= Round1 Japan Cup =

Annual bowling event between the American and Japanese professional bowling associations

ROUND1 Japan Cup is an annual PBA (Professional Bowlers Association) and JPBA (Japan Professional Bowling Association) bowling event sponsored by ROUND1. In its earlier years, the tournament typically featured the top 16 bowlers from each organization, but has recently enjoyed an expanded field. It has been dominated by PBA Tour professionals since 1989. Until Yuya Katoh's win in 2013, the last JPBA bowler to win the event was Takeo Sakai in 1988.
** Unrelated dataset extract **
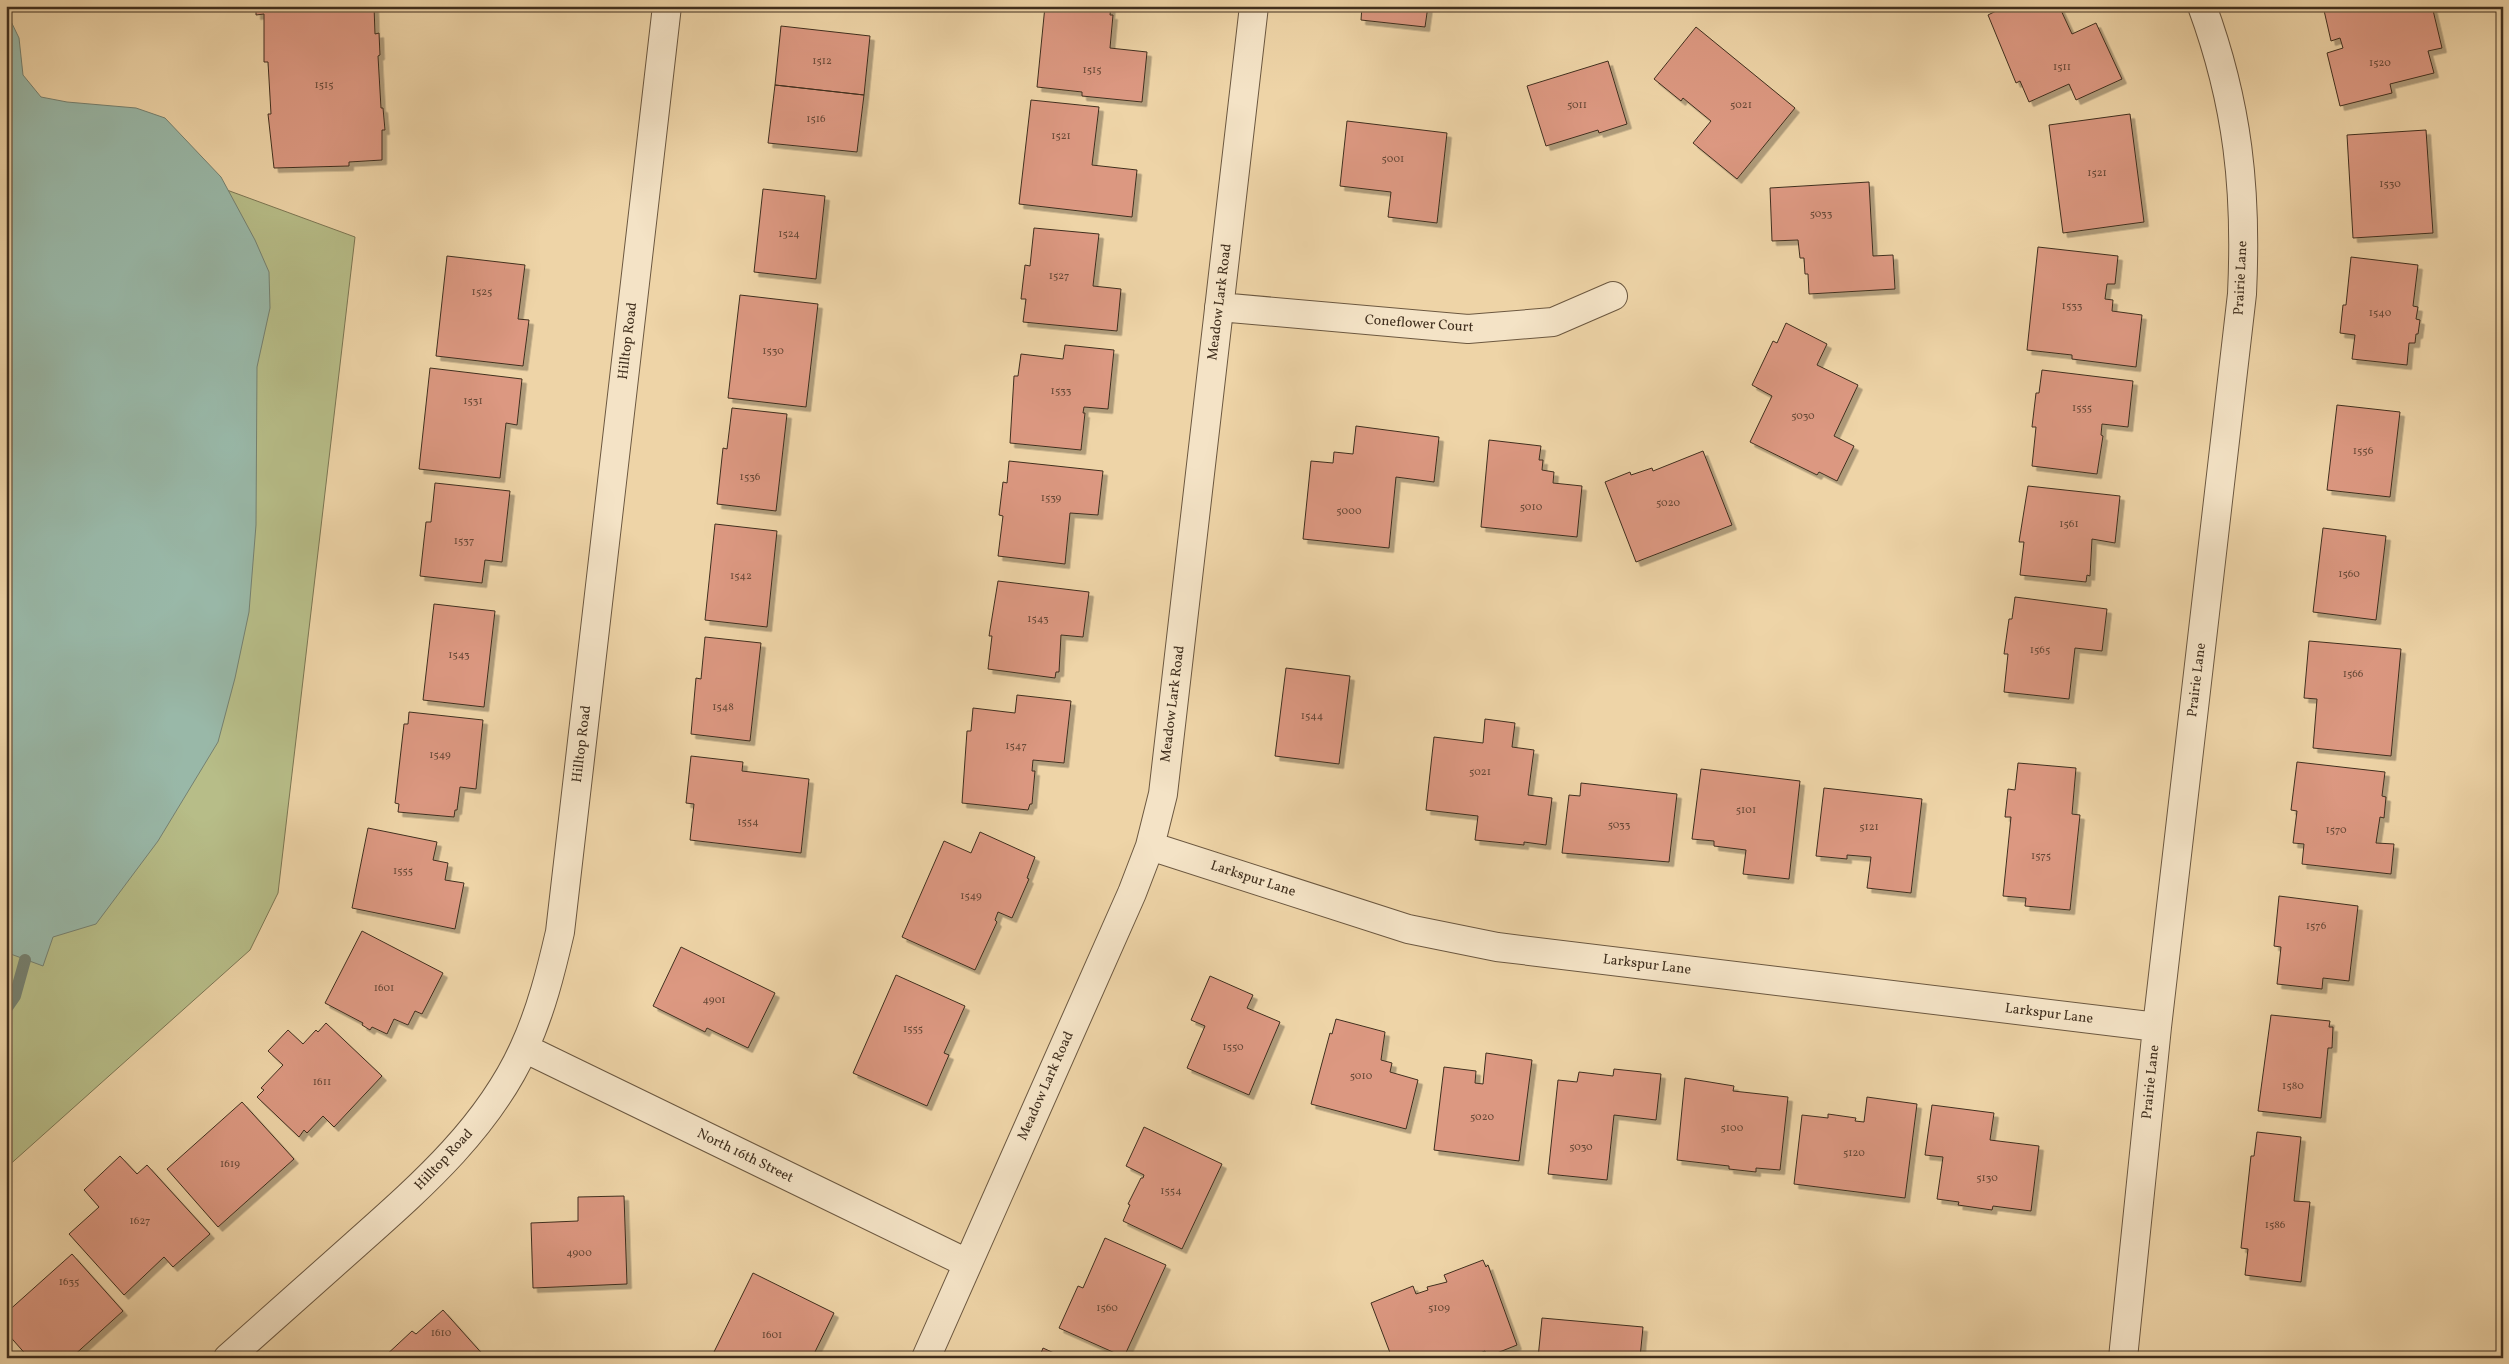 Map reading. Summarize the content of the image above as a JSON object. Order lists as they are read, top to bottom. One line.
{"streets":{"street":["Prairie Lane","Meadow Lark Road","Coneflower Court","Hilltop Road","Larkspur Lane","North 16th Street"]},"crossings":[["Prairie Lane","Larkspur Lane"],["Meadow Lark Road","Coneflower Court"],["Meadow Lark Road","Larkspur Lane"],["Meadow Lark Road","North 16th Street"],["Hilltop Road","North 16th Street"]],"house_numbers":["1512","1520","1511","1515","1515","5011","5021","1516","1521","5001","1521","1530","5033","1524","1527","1525","1533","1540","1530","1533","1531","1555","5030","1556","1536","1539","5020","5010","5000","1561","1537","1560","1542","1543","1565","1543","1566","1548","1544","1547","1549","5021","5101","1554","5033","5121","1570","1575","1555","1549","1576","1601","4901","1555","1550","5010","1611","1580","5020","5100","5030","5120","1619","5130","1554","1627","1586","4900","1635","1560","5109","1610","1601"]}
The tournament celebrated its 25th anniversary in 2010. The 2010 Dydo Japan Cup featured a starting field of 144 bowlers, which included JPBA members from Japan and South Korea, PBA members, and Japanese amateurs.

The event was not held in 2011, due in large part to the earthquake and resulting tsunami in Japan.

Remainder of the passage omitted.